誰かと一緒じゃないと食事ができないという人がたまにいるが、全く共感できない。


サラリーマンをしていた時の定期的な飲み会は苦痛とまではいかないが、参加するのは二、三回に一回程度だったし、休日の草野球なんてもってのほかだ。


気の置けない友人や、愛する妻との食事は楽しかったが、それももう、どちらももういない。


ただ、確かに楽しいが、いなければいないで、一人は気楽だし、それを苦に思うことはない。


ただ、やらなければならない事があって、その量が結構ある時、要するに今。


誰か仲間がいて、作業の分担ができれば、もっと効率よく、おしゃべりでもしながら、多少は楽しくできるかもしれないな。と思う。

4人分の手脚をミンチにしながら、そんな事を考える。


ある程度細かく切り分けた骨付きの肉片をミキサーに投入し回す。


一つを回している間に、もう一つに肉片を投入しミキサーのスイッチを入れる。

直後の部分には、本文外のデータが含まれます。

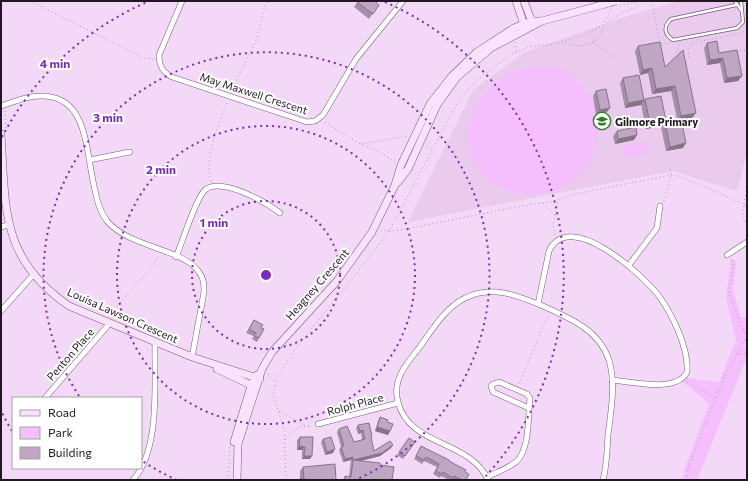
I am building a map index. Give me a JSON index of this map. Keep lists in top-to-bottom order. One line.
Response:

さらにもう一つミキサーへ肉片を、と、都合3つのミキサーを順番に回すことで、空白の時間をなくし、効率よく肉片をミンチに変えていく。


デスノートの、確か魅上だったか、完全に思想が一致した協力者なんて、まさに絵物語だとは分かっているが、それでもそう思ってしまう。


やりがいがある作業ではない。でも、これくらいしかやる事がなくて、やりたい事で、やるべき事なので、文句は一切ないが、


でも、やらなくても誰に文句を言われるわけでもないが、義務も責任も発生していない作業は、ともすればさぼってしまいそうになる。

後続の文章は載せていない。